### YOUR TASK
Wherever a line below holds the word "icon", copy that line.

### SUPPLIED INFORMATION
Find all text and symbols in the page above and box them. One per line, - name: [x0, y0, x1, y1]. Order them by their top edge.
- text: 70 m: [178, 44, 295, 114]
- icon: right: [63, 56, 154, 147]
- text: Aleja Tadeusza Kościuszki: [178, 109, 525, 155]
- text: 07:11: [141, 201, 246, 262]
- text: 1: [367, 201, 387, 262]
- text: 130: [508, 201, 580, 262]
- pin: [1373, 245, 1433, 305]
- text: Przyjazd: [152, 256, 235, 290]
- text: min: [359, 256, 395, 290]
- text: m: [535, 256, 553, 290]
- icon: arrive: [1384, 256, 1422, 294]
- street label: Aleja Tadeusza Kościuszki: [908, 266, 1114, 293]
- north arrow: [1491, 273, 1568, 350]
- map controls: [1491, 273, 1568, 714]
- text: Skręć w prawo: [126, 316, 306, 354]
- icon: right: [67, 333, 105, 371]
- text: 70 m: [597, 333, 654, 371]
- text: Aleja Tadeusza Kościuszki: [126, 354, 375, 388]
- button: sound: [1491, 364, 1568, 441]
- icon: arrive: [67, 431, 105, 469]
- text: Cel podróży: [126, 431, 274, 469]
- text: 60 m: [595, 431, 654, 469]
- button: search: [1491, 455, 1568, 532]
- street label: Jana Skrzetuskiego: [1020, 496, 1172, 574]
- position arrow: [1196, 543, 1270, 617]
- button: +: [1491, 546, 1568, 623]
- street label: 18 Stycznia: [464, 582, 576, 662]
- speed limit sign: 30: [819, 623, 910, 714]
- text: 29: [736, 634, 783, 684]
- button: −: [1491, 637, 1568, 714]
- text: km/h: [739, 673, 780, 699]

### RESPONSE BELOW
- icon: right: [63, 56, 154, 147]
- icon: arrive: [1384, 256, 1422, 294]
- icon: right: [67, 333, 105, 371]
- icon: arrive: [67, 431, 105, 469]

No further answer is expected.